» INPUT DATA:
________________________________________

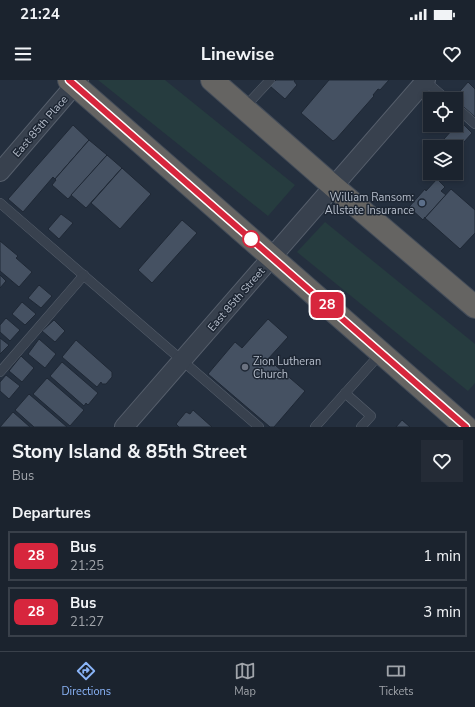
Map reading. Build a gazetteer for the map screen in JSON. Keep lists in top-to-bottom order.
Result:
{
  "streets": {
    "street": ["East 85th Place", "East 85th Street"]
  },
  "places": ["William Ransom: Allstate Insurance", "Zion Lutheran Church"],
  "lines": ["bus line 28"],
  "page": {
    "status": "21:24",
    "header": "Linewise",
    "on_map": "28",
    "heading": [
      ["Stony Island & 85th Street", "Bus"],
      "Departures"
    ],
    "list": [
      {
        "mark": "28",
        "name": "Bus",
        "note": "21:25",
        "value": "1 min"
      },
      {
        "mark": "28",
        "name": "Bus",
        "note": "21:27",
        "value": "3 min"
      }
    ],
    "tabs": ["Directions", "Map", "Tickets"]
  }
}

________________________________________

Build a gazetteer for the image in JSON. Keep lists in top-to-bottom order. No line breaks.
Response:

________________________________________

» THE TASK:
Please copy out each line of the material that holds the string "JSON".

» ANSWER SECTION:
Map reading. Build a gazetteer for the map screen in JSON. Keep lists in top-to-bottom order.
Build a gazetteer for the image in JSON. Keep lists in top-to-bottom order. No line breaks.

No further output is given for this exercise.